ACTIVITY :: The required result is a line count: how many lines in this data hold the word "canvas". Give only that.

Collected data entries
^^^^^^^^

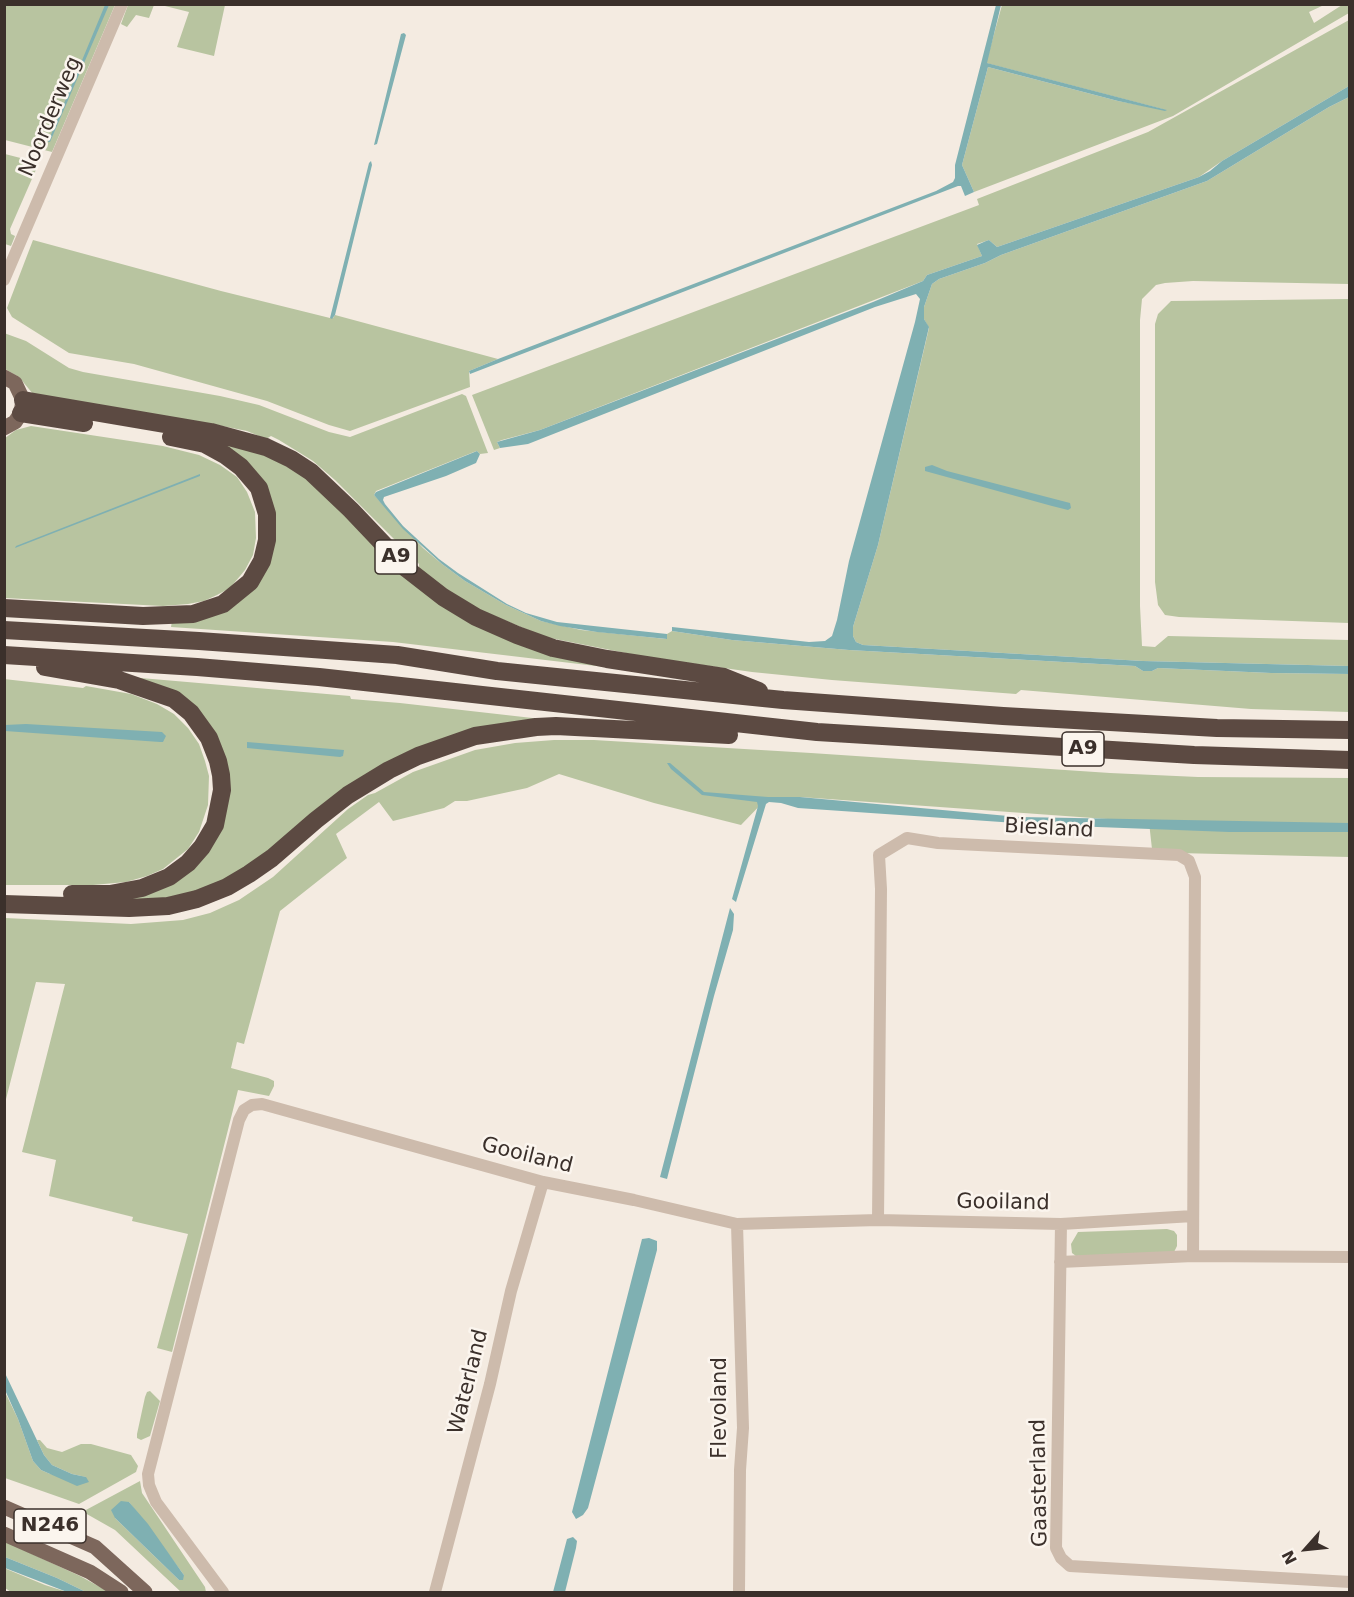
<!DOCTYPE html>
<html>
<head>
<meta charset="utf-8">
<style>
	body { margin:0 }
	#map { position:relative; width:1354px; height:1597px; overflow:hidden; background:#f4ebe1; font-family:"DejaVu Sans",sans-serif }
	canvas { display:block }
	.frame { position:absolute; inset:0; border:6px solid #3b302b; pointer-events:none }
	.north { position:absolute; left:1276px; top:1519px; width:60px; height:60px; -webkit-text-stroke:4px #fbf5ee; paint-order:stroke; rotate:243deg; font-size:16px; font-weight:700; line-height:24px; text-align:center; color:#3b302b }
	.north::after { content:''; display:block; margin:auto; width:21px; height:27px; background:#3b302b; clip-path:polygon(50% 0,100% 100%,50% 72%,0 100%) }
</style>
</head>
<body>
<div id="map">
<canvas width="1354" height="1597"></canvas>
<div class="frame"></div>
<div class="north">N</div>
</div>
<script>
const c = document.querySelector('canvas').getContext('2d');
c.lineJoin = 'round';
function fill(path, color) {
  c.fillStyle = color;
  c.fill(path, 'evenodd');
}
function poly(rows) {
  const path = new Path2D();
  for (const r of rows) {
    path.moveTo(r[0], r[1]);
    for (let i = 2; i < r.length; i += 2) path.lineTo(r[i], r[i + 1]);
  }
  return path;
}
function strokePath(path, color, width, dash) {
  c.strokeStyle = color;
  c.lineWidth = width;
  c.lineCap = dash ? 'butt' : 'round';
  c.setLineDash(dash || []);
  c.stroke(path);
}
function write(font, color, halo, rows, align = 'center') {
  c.font = font + ' "DejaVu Sans",sans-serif';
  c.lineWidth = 5;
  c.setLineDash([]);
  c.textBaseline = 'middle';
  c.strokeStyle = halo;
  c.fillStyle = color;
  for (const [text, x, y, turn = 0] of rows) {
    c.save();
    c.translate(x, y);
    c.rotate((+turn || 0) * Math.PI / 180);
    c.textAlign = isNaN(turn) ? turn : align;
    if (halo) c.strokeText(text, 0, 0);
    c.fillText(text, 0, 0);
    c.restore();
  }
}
fill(poly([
	[4,5,115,5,52,152,5,140],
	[128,5,154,5,149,18,136,15,127,27,121,24],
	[161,5,225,5,214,56,177,47,189,12],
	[1002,5,1324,5,1309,12,1314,23,1342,5,1349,5,1349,13,1173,116,974,192,962,165,988,67,1118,101,1166,110,986,63],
	[1349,20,1349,86,1222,161,1199,177,997,247,989,240,977,244,982,256,927,275,923,281,540,430,502,440,497,442,500,448,494,450,472,395,979,205,977,199,1148,132],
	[1349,97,1349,284,1193,281,1165,283,1156,285,1142,299,1140,320,1140,606,1142,646,1155,647,1168,636,1349,640,1349,666,1143,661,863,645,856,642,853,636,853,627,878,545,929,328,924,319,924,307,932,284,939,279,985,263,1001,255,1207,181,1329,107],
	[5,154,36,162,38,165,10,229,11,234,15,236,11,246,5,244],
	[33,240,221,291,330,318,333,318,335,315,498,359,469,371,470,387,350,431,329,425,267,401,134,364,69,353,12,317,7,308],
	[1349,299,1349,623,1179,617,1165,615,1158,605,1155,582,1155,324,1158,314,1171,301],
	[4,333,26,341,69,368,83,372,220,396,259,405,329,432,350,437,462,394,466,396,488,453,480,454,477,451,474,452,376,491,374,495,423,548,442,564,465,581,506,605,541,621,581,630,666,639,667,634,672,631,732,640,849,650,1135,666,1143,671,1152,671,1158,668,1271,673,1349,674,1349,712,1251,709,1021,690,1016,694,832,680,752,672,646,657,545,637,480,610,455,596,419,568,419,564,335,480,313,461,279,440,271,436,266,439,247,431,212,424,33,394,19,377,5,369],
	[31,426,163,446,199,455,220,465,237,477,247,492,255,512,256,538,253,555,245,570,230,588,217,595,204,601,188,604,163,606,5,598,5,438,16,430],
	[221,439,272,456,316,484,438,600,613,668,393,642,171,627,172,621,229,606,272,532,233,455],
	[129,677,350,696,351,699,400,703,550,720,447,738,246,871,169,901,5,898,136,896,220,825,211,732],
	[4,679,83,688,86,686,131,694,157,704,174,714,188,728,199,744,205,761,209,776,208,805,199,832,188,849,163,869,147,876,126,882,93,885,5,885],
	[554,740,594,740,811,753,1110,773,1198,777,1349,778,1349,857,1177,853,1152,849,1149,822,800,797,768,797,741,825,654,803,559,774,527,788,467,801,455,801,444,808,393,821,379,802,336,834,347,858,280,911,244,1044,237,1042,231,1068,268,1078,274,1081,274,1086,269,1096,238,1090,172,1352,157,1348,188,1234,132,1221,133,1217,49,1196,56,1160,22,1152,65,984,36,982,5,1103,5,918,131,924,183,920,210,913,239,900,273,877,348,809,368,795,375,793,413,772,475,750,515,743],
	[1167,1229,1174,1231,1177,1235,1177,1246,1174,1252,1076,1256,1072,1253,1071,1244,1078,1232],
	[4,1390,18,1419,33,1461,41,1470,50,1474,86,1477,72,1474,52,1465,44,1455,37,1440,40,1440,47,1448,62,1452,81,1444,91,1444,131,1455,138,1466,136,1472,79,1504,5,1478],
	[150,1391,160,1401,150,1436,141,1440,137,1438,137,1434,145,1397,147,1392],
	[140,1481,142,1493,205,1587,206,1592,181,1592,115,1530,85,1513,84,1511],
	[129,1502,181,1571,184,1575,179,1580,115,1518],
	[4,1541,80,1576,109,1592,86,1592,57,1578,5,1557],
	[4,1568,45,1585,67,1592,11,1592,5,1588]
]), '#b8c4a0');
fill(poly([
	[105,5,109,5,50,142,48,142],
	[996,5,1001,5,987,63,1167,110,1165,111,1118,101,988,67,962,165,974,192,965,196,961,186,958,186,470,374,469,371,498,359,936,191,953,182,955,178,955,165],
	[404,33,406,35,377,144,374,145,401,34],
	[1349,86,1349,97,1329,107,1207,181,1001,255,985,263,939,279,932,284,924,307,924,319,929,327,878,545,853,627,853,636,856,642,863,645,1143,661,1349,666,1349,674,1271,673,1158,668,1152,671,1143,671,1135,666,849,650,732,640,672,631,672,627,809,642,825,641,832,636,837,620,849,561,915,322,920,299,916,294,875,307,528,444,500,448,497,442,540,430,873,302,923,281,927,275,982,256,977,245,986,241,989,240,997,247,1199,177,1210,171,1222,161],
	[371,161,372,165,335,315,332,319,330,318,369,163],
	[477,451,480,454,476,463,446,476,384,497,383,500,385,504,403,526,439,559,458,573,507,604,526,613,557,622,667,634,667,639,597,632,560,626,541,621,506,605,465,581,442,564,403,529,374,495,376,492],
	[932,465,947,471,1070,503,1071,508,1068,510,1052,506,925,471,925,467],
	[200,474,200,476,15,548,16,546],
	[26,724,162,732,166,736,163,742,160,742,5,731,5,725],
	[247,742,344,750,343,756,340,757,247,748],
	[667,763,670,763,704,792,768,797,800,797,1019,817,1349,823,1349,832,1229,832,1045,825,798,808,781,803,769,802,766,804,736,902,732,899,758,806,757,802,702,795,671,769],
	[730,908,734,914,733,930,714,996,667,1179,660,1177],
	[649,1238,657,1241,657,1250,588,1508,583,1515,576,1519,572,1512,642,1239],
	[4,1371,44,1455,52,1465,72,1474,86,1477,89,1482,77,1486,41,1470,33,1461,18,1419,5,1390],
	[121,1501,129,1502,148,1524,181,1571,184,1575,183,1580,179,1580,115,1518,111,1510],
	[573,1537,577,1541,576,1548,565,1592,553,1592,567,1539],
	[5,1557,57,1578,86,1592,67,1592,5,1568]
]), '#7fb0b2');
strokePath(poly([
	[4,280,122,4],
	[878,1220,881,889,879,855,907,838,938,843,1179,855,1189,861,1195,877,1193,1256],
	[737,1224,743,1428,740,1470,739,1592],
	[1061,1224,1056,1548,1061,1558,1070,1566,1350,1582],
	[1060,1262,1193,1256,1350,1257],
	[223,1592,156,1502,149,1485,148,1474,239,1120,244,1110,252,1105,262,1104,543,1182,634,1200,737,1224,878,1220,1061,1224,1193,1216],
	[435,1592,490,1384,511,1291,543,1182]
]), '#cdbbac', 12);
strokePath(poly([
	[4,377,15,383,23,400,21,413,15,422,4,428],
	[4,1507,95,1547,145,1592],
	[4,1534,90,1572,121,1592]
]), '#7d675c', 15);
strokePath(poly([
	[23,400,211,432,266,447,291,459,311,472,351,510,407,569,443,597,476,617,517,635,553,648,607,659,724,677,759,691],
	[21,413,84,423],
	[4,608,143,616,193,614,223,604,250,582,262,561,267,540,267,514,259,488,241,467,225,455,205,444,171,437],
	[4,630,199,641,397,655,497,671,783,700,1003,716,1217,728,1350,730],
	[4,655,197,667,319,677,817,732,1194,755,1350,760],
	[45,667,119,680,174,699,191,713,209,738,218,761,221,775,222,790,215,825,202,847,188,863,169,877,142,888,110,894,72,894],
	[4,904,129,908,168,906,197,899,227,887,249,874,272,858,316,820,348,795,389,770,418,756,475,736,536,727,556,726,729,735]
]), '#5c4a42', 18);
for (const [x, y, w] of [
	[396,557,42],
	[1083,749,42],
	[50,1526,72]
]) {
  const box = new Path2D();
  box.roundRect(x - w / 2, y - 17, w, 34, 4.5);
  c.fillStyle = '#fbf5ee';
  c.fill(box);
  strokePath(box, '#3b302b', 1.5);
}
write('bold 20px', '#3b302b', null, [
	["A9",396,557],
	["A9",1083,749],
	["N246",50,1526]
]);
write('21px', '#3b302b', '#fbf5ee', [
	["Noorderweg",51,117,-67],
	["Biesland",1049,829,3],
	["Gooiland",527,1156,14],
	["Gooiland",1003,1203,1],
	["Waterland",469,1382,-76],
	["Flevoland",721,1408,-90],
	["Gaasterland",1040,1483,-91]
]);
</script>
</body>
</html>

^^^^^^^^

WORKED SOLUTION :: 3